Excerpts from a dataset
:::

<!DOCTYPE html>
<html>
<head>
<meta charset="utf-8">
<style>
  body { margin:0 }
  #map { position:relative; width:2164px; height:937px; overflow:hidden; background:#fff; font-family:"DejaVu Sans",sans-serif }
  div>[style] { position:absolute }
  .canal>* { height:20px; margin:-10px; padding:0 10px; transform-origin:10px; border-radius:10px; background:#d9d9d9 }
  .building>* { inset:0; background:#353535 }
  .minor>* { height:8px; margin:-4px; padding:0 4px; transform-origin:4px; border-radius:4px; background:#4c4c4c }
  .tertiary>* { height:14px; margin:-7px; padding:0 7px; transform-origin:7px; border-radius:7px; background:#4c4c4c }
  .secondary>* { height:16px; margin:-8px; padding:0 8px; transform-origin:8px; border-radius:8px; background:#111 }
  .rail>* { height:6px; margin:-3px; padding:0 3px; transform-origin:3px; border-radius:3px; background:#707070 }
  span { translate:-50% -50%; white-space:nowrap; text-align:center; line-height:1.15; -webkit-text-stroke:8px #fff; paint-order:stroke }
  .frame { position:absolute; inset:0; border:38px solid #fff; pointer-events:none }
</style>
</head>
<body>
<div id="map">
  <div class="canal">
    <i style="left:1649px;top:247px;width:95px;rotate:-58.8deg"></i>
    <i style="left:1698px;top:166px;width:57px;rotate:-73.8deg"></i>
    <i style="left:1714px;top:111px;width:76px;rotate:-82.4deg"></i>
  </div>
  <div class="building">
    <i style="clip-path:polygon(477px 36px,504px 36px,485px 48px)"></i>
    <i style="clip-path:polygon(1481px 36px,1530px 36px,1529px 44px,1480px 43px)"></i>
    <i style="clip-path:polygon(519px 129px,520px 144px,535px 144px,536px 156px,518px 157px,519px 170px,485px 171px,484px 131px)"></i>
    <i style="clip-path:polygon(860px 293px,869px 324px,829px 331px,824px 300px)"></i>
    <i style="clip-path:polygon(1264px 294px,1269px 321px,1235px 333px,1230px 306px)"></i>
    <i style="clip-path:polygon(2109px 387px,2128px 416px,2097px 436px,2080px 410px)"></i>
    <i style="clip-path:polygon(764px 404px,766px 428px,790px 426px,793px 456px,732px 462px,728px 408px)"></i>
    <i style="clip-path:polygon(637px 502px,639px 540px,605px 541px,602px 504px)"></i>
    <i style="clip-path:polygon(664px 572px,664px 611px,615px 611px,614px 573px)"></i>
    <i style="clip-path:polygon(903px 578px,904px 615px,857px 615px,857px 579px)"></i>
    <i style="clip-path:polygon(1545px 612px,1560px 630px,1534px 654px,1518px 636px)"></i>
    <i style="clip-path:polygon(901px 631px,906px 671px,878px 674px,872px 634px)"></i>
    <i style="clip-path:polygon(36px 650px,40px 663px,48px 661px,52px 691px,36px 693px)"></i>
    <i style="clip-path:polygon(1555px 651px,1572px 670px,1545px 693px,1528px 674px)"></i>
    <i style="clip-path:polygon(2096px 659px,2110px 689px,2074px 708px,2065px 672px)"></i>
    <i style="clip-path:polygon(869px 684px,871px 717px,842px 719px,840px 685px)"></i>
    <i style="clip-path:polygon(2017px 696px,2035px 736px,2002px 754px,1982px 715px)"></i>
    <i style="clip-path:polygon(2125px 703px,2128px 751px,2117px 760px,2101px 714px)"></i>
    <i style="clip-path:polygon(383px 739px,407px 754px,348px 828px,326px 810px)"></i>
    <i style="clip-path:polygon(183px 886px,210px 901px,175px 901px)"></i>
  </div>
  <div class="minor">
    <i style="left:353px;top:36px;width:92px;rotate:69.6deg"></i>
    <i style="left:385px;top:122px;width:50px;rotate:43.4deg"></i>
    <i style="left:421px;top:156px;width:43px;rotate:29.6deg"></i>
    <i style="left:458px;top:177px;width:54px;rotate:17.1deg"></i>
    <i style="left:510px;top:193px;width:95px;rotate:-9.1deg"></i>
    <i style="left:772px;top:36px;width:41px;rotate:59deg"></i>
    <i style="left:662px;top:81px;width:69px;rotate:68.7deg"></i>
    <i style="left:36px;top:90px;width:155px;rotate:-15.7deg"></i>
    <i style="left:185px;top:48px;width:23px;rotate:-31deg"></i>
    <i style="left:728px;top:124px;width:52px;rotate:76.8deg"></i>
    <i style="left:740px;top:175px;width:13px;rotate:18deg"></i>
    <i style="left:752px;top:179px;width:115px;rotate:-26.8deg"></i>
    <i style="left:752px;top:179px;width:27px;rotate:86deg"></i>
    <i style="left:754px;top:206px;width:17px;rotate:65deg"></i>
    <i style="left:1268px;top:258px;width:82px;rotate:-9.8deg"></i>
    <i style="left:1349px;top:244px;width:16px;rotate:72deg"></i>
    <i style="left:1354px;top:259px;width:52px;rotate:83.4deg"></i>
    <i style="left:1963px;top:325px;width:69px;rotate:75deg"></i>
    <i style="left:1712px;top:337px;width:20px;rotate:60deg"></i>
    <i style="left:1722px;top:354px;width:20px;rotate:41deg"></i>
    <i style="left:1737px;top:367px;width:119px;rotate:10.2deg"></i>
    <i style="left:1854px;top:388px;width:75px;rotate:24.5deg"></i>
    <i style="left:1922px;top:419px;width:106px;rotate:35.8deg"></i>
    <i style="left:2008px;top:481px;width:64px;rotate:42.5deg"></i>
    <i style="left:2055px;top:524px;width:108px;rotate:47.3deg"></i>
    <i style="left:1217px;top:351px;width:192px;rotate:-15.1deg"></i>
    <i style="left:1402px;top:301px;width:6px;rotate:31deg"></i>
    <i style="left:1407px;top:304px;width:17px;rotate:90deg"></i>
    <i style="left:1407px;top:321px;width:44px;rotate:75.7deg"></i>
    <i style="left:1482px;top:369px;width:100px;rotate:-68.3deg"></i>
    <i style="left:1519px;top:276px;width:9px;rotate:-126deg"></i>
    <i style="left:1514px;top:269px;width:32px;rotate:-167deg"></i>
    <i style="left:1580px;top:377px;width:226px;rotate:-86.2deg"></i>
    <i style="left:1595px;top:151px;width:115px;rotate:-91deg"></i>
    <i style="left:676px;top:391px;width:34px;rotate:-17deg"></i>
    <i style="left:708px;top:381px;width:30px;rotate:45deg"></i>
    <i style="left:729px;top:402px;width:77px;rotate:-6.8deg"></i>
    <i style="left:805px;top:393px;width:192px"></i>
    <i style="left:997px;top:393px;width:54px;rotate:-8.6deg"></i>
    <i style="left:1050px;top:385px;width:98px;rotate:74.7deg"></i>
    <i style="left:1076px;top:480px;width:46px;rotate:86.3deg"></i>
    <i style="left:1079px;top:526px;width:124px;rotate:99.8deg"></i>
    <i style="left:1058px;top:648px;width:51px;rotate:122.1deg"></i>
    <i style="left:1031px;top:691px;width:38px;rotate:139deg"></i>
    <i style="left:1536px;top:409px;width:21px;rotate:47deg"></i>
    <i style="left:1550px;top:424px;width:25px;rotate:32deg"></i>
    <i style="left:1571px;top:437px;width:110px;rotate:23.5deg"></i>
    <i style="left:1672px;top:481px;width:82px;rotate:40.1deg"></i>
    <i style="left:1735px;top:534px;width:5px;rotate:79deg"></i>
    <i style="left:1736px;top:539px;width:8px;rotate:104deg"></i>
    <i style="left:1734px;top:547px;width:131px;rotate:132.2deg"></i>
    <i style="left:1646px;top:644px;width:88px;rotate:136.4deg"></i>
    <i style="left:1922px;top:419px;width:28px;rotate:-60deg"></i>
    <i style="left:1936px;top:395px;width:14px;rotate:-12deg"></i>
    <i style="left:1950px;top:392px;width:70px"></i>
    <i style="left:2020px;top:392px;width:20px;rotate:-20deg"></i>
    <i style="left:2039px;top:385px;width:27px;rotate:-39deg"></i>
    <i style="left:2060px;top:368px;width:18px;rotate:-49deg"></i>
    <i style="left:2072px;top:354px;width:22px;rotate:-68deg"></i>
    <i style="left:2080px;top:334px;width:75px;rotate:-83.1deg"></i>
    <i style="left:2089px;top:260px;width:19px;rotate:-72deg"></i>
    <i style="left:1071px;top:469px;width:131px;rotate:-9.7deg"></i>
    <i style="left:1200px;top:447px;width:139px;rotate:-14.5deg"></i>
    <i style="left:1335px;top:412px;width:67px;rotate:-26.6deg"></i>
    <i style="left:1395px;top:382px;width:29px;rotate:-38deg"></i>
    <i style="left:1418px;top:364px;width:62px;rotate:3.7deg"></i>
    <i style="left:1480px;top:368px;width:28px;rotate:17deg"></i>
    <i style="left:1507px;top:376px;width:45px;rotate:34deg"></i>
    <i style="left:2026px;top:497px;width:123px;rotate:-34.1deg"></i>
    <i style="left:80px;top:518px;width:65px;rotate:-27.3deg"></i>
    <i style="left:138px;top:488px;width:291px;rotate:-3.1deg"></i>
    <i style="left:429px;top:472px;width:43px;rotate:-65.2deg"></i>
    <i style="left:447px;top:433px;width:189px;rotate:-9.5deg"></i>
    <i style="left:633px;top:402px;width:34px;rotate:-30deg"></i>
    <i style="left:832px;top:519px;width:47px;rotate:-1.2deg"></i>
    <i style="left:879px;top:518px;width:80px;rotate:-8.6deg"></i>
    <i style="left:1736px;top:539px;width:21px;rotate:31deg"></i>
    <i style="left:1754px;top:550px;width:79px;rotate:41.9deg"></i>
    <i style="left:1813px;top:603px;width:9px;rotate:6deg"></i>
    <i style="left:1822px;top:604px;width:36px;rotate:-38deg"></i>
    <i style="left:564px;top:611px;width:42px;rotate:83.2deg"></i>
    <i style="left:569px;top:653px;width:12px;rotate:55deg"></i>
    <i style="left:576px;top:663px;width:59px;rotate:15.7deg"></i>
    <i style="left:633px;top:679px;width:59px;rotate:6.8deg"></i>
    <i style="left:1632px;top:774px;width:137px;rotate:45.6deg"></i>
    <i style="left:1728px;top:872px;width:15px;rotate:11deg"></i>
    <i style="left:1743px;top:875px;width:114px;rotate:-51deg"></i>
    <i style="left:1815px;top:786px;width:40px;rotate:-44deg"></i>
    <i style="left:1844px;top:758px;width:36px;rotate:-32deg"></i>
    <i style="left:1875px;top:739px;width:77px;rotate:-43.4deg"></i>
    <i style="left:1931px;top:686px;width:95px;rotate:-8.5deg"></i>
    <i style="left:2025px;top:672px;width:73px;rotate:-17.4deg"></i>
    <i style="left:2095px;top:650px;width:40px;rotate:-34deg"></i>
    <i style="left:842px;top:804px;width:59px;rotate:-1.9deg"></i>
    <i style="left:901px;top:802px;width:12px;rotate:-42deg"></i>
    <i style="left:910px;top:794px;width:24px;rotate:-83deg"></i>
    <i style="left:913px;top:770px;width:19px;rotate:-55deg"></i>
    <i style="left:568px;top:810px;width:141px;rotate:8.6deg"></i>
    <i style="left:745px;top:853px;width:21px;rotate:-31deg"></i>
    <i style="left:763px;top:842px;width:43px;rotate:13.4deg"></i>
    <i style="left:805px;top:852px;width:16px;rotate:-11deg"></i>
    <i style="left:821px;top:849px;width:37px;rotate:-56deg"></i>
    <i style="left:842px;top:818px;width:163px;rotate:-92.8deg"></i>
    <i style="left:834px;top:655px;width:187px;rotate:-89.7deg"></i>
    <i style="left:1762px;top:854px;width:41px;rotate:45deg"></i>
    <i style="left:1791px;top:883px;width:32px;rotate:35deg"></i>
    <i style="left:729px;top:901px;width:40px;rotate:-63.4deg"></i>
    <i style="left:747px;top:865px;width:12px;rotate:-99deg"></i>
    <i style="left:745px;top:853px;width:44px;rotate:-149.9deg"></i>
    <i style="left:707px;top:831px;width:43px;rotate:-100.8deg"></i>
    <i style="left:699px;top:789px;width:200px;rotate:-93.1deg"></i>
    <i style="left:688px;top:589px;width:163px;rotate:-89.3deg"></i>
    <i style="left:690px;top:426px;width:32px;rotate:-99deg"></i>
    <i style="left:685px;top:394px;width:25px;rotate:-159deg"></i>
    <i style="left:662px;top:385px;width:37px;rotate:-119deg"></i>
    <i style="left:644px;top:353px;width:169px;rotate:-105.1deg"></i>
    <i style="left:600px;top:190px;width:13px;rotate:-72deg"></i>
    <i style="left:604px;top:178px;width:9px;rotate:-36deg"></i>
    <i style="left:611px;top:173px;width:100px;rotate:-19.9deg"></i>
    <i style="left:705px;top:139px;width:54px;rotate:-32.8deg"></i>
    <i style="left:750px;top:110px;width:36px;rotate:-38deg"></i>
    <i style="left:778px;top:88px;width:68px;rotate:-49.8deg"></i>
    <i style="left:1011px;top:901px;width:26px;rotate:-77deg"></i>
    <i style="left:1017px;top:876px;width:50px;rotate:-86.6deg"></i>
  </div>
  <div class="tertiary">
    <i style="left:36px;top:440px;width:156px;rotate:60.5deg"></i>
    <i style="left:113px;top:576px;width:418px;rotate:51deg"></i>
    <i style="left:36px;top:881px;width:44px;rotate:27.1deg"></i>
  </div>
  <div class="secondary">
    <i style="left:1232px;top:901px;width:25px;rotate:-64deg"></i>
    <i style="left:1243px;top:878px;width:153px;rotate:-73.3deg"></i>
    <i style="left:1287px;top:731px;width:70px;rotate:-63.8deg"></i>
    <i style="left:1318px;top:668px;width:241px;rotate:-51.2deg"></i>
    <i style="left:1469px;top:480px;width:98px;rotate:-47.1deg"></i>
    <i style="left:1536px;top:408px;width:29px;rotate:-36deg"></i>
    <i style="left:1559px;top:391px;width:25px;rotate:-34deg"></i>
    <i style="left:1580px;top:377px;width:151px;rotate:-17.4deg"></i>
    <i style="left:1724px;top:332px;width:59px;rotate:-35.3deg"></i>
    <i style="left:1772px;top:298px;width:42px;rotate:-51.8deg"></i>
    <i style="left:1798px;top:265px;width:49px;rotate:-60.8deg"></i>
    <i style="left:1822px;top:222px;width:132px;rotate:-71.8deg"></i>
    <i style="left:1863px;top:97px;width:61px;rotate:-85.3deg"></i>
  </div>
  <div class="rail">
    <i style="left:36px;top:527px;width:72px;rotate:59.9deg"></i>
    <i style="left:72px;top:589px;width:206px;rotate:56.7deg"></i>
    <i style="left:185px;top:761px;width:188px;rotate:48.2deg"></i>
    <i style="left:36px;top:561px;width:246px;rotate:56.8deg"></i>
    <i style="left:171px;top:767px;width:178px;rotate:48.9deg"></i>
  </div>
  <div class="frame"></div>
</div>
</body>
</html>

:::

▶ What you are asked to do:
From the very first line of the records down to the line with "36px,1530px 36px,1529px 44px,1480px", please write out each line exactly, including both ends and no other lines.

▶ Reply to the task:
<!DOCTYPE html>
<html>
<head>
<meta charset="utf-8">
<style>
  body { margin:0 }
  #map { position:relative; width:2164px; height:937px; overflow:hidden; background:#fff; font-family:"DejaVu Sans",sans-serif }
  div>[style] { position:absolute }
  .canal>* { height:20px; margin:-10px; padding:0 10px; transform-origin:10px; border-radius:10px; background:#d9d9d9 }
  .building>* { inset:0; background:#353535 }
  .minor>* { height:8px; margin:-4px; padding:0 4px; transform-origin:4px; border-radius:4px; background:#4c4c4c }
  .tertiary>* { height:14px; margin:-7px; padding:0 7px; transform-origin:7px; border-radius:7px; background:#4c4c4c }
  .secondary>* { height:16px; margin:-8px; padding:0 8px; transform-origin:8px; border-radius:8px; background:#111 }
  .rail>* { height:6px; margin:-3px; padding:0 3px; transform-origin:3px; border-radius:3px; background:#707070 }
  span { translate:-50% -50%; white-space:nowrap; text-align:center; line-height:1.15; -webkit-text-stroke:8px #fff; paint-order:stroke }
  .frame { position:absolute; inset:0; border:38px solid #fff; pointer-events:none }
</style>
</head>
<body>
<div id="map">
  <div class="canal">
    <i style="left:1649px;top:247px;width:95px;rotate:-58.8deg"></i>
    <i style="left:1698px;top:166px;width:57px;rotate:-73.8deg"></i>
    <i style="left:1714px;top:111px;width:76px;rotate:-82.4deg"></i>
  </div>
  <div class="building">
    <i style="clip-path:polygon(477px 36px,504px 36px,485px 48px)"></i>
    <i style="clip-path:polygon(1481px 36px,1530px 36px,1529px 44px,1480px 43px)"></i>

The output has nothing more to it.